Walt Disney Studios opened next to the Disneyland Park in 2002. The theme park is divided into four “production zones.” Beneath imposing entrance gates and a 100-foot water tower inspired by the one erected in 1939 at Disney Studios in Burbank, California, Front Lot contains shops, a restaurant, and a studio re-creating the atmosphere of Sunset Boulevard. In Animation Courtyard, Disney artists demonstrate the various phases of character animation; Animagique brings to life scenes from Pinocchio and The Lion King, while the Genie from Aladdin pilots Flying Carpets over Agrabah.

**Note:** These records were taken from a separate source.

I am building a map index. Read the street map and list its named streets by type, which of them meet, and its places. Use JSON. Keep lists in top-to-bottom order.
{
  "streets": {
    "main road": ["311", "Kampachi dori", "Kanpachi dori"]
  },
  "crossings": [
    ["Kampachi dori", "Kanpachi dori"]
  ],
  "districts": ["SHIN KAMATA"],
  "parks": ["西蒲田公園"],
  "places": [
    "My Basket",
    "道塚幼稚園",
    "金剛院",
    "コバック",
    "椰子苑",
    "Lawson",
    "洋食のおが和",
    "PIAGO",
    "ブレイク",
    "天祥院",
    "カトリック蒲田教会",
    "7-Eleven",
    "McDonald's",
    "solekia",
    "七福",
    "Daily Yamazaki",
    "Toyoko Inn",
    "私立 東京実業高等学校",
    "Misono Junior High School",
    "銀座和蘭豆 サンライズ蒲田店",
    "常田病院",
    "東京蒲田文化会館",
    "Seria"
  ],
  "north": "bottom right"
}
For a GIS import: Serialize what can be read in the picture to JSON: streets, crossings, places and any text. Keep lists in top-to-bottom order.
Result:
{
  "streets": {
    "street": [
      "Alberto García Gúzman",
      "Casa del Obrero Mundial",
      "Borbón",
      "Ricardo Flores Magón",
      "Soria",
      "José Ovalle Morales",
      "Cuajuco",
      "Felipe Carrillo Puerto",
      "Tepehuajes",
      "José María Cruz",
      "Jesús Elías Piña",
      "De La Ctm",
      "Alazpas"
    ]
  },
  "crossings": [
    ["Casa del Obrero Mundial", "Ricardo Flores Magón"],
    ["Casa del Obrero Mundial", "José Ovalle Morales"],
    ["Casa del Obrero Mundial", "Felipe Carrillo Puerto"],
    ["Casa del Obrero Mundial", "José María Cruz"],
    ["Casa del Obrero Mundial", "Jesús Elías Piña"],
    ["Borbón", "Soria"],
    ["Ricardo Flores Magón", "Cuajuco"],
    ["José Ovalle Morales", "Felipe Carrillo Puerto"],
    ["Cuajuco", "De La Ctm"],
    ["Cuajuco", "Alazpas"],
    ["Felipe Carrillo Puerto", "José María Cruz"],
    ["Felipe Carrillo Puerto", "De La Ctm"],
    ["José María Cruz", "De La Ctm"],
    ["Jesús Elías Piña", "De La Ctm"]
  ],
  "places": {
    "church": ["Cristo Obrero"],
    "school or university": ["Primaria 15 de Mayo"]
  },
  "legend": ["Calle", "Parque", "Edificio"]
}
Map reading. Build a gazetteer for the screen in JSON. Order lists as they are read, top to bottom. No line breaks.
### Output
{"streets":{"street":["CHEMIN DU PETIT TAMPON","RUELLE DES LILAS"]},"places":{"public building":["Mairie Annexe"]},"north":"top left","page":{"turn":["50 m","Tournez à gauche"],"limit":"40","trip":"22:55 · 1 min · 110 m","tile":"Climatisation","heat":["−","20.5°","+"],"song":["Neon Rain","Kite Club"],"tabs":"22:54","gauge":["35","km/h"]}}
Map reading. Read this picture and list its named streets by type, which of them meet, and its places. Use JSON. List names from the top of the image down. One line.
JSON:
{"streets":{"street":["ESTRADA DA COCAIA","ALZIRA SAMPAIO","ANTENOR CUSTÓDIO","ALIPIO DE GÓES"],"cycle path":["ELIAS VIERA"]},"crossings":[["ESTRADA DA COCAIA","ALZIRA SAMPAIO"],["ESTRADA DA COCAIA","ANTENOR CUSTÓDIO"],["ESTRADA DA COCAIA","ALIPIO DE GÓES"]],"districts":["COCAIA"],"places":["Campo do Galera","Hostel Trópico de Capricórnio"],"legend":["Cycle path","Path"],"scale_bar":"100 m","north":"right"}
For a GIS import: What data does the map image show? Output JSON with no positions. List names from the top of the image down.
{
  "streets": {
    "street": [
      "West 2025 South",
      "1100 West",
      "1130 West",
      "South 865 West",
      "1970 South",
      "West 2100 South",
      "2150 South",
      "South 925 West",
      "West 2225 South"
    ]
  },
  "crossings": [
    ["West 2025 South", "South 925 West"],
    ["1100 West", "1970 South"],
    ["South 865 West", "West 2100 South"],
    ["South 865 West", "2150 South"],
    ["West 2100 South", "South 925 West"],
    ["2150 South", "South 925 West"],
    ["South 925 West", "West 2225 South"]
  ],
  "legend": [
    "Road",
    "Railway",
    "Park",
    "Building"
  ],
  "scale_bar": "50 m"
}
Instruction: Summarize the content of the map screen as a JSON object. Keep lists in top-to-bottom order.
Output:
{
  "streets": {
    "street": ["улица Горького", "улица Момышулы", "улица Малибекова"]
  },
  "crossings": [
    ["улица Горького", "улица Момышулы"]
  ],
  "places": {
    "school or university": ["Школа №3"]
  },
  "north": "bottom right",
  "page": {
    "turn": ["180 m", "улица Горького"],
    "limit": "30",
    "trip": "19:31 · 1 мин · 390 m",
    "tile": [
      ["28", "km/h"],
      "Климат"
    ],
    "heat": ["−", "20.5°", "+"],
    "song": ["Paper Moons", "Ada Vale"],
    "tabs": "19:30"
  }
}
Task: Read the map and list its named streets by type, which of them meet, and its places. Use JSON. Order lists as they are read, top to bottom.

Production Courtyard hosts the Walt Disney Television Studios; Cinémagique, a special-effects tribute to U.S. and European cinema; and a behind-the-scenes Studio Tram tour of location sites, movie props, studio interiors, and costuming, ending with a visit to Catastrophe Canyon in the heart of a film shoot. Back Lot majors in stunts. At Armageddon Special Effects you can confront a flaming meteor shower aboard the Mir space station, then complete your visit at the giant outdoor arena with a Stunt Show Spectacular involving cars, motorbikes, and Jet Skis. | 01–60–30–60–90 | www.disneylandparis.com | €79, or €160 for 3-day Passport; includes admission to all individual attractions within Disneyland or Walt Disney Studios; tickets for Walt Disney Studios are also valid for admission to Disneyland during last 3 opening hrs of same day | Disneyland mid-June–mid-Sept., daily 9 am–10 pm; mid-Sept.–Dec. 19 and Jan. 5–mid-June, weekdays 10–8, weekends 9–8; Dec. 20–Jan. 4, daily 9–8. Walt Disney Studios daily 10–6.
Sequoia Lodge.
HOTEL | Ranging from superluxe to still-a-pretty-penny, Disneyland Paris has 5,000 rooms in five hotels, but your best bet on all counts may be the Sequoia Lodge, just a few minutes’ walk from the theme park, where the mood—a grand recreation of an American mountain lodge—is quite different from the other, glitzier big hotels here. Past towering evergreens, you enter a cozy and charming lobby, replete with an open fire crackling on a giant stone hearth in the “Redwood Bar.” Guest rooms have natural wooden furniture, meant to evoke log cabins; it’s best to try for one in the main Montana building, with a view of Lake Disney, rather than find yourself in one of the smaller annexes (“lodges”). For youngsters there’s a children’s corner, outdoor play area, and video-game room. For food, the choice is between the family-oriented, buffet-service Hunter’s Grill and the more upscale Beaver Creek Tavern. Free transportation to the park is available at every hotel. Note that room prices can fluctuate strongly depending on season and school vacation period—keep hunting to find lower-priced days. Pros: package deals include admission to theme park; cozy, secluded feel; great pools. Cons: restaurants a bit ho-hum; many rooms do not have lake view; room rates are €400 euros and up (and this is considered “mid-range” in Disneyland). | Rooms from: €400 | 01–60–30–60–90, 407/939–7675 in U.S. | www.disneylandparis.com | All meals.
Disney Village.
Nocturnal entertainment outside the park centers on Disney Village, a vast pleasure mall designed by American architect Frank Gehry. Featured are American-style restaurants (crab shack, diner, deli, steak house), including Billybob’s Country Western Saloon (01–60–45–71–00).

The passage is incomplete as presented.